La perfection immuable du Christianisme se concilie admirarablement avec la loi du progrès, qui doit régir la société. Qu'est-ce que le progrès? C'est la tendance vers le bien. On aperçoit ce qui manque à une situation, l'on conçoit une situation meilleure, et l'on veut passer de l'une à l'autre; telle est la condition même du progrès. Cela suppose que l'on possède une règle pour juger ce qui est défectueux et ce qui ne l'est pas. Et cette règle, que peut-elle être, sinon l'idée même de la perfection, à laquelle on compare tout ce que l'on veut changer et améliorer. Le progrès n'est donc que l'ensemble des efforts tentés pour réaliser l'idée de la perfection; il suppose donc cette idée vivante dans la société; sans quoi la société n'aurait ni le sentiment de ce qui lui manque ni le désir d'un état meilleur. Cette idée suprême est immuable de son essence; c'est l'astre tutélaire qui dirigera toujours la course de l'humanité vers la conquête des perfections particulières dont notre nature peut être ornée.
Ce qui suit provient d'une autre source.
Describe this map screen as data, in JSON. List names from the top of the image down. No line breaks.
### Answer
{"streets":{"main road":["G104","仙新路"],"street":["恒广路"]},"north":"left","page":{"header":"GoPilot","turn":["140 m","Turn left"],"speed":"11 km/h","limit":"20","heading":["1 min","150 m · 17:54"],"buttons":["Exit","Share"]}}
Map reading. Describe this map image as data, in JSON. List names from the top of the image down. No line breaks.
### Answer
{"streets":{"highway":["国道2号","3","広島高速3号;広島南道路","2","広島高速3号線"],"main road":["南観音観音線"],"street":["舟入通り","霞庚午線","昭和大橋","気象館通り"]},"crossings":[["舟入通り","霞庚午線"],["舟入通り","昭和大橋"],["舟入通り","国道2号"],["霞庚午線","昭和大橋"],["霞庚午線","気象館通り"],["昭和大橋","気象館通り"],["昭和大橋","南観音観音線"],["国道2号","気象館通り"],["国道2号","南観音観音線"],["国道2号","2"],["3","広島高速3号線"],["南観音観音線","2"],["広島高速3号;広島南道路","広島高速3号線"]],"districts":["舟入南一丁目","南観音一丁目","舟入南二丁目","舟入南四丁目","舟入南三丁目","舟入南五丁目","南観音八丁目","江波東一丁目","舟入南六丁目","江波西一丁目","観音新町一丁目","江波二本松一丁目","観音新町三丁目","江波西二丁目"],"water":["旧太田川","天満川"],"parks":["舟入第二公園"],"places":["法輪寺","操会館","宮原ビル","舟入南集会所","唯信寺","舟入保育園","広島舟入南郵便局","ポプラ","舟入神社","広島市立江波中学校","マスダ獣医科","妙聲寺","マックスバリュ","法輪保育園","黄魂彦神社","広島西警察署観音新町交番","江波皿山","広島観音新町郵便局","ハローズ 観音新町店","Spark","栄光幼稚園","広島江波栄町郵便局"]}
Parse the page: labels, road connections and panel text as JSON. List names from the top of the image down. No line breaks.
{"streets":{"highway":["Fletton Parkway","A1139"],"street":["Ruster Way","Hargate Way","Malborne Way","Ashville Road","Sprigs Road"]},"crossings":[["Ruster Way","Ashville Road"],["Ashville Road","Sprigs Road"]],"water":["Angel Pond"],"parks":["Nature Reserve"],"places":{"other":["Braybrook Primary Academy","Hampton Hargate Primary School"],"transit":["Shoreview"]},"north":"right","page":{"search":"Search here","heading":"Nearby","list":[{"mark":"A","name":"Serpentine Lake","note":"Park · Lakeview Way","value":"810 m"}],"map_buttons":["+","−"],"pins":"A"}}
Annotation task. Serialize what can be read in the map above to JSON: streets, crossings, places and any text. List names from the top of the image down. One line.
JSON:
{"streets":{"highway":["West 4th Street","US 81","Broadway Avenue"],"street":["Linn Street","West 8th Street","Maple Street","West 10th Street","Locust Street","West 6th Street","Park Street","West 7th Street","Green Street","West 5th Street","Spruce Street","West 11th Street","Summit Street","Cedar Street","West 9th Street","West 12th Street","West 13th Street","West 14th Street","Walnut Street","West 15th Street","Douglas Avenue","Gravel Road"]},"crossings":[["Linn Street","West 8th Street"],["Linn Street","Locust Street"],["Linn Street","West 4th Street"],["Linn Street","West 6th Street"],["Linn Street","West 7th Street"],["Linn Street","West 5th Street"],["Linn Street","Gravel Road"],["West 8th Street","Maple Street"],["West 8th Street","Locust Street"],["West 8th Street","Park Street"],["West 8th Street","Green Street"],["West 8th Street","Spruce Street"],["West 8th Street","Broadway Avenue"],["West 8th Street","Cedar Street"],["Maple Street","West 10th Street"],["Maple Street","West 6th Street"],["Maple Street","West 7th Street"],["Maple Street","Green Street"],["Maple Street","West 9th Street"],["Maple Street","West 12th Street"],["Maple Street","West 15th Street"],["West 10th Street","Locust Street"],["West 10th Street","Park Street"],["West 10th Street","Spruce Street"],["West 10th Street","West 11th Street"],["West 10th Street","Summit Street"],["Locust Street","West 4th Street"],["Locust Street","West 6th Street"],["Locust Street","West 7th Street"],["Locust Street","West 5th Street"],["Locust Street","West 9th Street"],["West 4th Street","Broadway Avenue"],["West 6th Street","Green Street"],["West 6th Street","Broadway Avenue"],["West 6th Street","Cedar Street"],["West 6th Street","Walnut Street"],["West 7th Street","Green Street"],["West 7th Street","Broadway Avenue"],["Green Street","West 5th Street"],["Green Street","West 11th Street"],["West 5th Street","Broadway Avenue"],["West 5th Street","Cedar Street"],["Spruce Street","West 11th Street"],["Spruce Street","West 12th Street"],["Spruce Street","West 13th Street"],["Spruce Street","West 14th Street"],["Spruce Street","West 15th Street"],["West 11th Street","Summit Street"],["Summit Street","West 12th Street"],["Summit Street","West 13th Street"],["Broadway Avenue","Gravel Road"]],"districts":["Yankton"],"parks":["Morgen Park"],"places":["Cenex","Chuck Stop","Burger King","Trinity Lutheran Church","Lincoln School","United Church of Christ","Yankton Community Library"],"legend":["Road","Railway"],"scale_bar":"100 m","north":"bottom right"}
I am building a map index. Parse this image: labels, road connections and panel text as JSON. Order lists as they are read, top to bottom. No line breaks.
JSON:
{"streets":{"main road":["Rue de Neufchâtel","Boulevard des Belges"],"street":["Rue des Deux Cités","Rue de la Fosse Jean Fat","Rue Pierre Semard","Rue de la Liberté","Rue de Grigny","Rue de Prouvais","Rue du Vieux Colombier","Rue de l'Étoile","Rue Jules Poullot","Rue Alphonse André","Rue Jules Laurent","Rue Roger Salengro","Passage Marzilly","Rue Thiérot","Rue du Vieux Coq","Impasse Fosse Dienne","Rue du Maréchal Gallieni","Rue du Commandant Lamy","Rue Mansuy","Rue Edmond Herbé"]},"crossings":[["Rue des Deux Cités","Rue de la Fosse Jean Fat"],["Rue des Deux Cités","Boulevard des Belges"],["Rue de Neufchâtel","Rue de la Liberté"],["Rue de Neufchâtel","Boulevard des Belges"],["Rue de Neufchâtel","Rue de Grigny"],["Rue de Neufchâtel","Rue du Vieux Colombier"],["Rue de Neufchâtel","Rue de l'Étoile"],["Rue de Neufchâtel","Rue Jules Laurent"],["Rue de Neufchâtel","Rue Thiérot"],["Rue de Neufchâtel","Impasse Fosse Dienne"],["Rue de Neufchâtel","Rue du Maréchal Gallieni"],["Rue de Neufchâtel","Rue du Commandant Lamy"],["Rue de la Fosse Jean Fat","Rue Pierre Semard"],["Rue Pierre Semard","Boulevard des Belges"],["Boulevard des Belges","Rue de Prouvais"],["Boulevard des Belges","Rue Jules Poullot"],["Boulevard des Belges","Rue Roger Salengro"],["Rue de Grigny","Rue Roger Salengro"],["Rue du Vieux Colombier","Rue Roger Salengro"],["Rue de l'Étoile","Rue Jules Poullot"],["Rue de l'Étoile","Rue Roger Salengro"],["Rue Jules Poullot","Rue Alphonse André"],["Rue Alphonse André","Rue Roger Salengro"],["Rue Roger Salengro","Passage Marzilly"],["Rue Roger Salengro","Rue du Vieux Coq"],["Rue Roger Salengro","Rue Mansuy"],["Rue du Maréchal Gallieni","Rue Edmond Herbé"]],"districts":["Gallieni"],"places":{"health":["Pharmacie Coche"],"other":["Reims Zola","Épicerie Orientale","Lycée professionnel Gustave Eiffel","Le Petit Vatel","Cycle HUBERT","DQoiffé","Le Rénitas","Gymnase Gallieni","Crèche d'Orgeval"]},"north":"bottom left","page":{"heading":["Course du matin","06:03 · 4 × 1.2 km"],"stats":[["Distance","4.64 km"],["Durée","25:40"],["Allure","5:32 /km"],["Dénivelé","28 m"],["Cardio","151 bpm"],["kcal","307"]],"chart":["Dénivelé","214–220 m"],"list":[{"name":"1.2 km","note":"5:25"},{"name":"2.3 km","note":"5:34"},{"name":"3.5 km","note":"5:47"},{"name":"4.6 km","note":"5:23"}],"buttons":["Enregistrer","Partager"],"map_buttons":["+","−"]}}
Il est d'ailleurs trop évident que si le but devait changer, s'il ne demeurait pas toujours le même, on ne saurait jamais déterminer si l'on est ou non dans la voie droite; on marcherait sans direction; il n'y aurait aucune continuité dans le progrès, il n'y aurait aucun progrès. Le Christianisme, précisément par ce qu'il est parfait, devient la condition du perfectionnement social, outre que par sa partie disciplinaire, il se prête, autant qu'il est nécessaire à la faiblesse humaine, aux divers besoins particuliers des temps et des lieux. La discussion neuve et précise dans laquelle l'auteur arrive à ce résultat intéressant, complète ce qu'il a dit dans la première partie de son ouvrage, sur la doctrine du progrès enseignée de nos jours, et la remplace par une théorie plus ferme, plus claire, plus rationnelle.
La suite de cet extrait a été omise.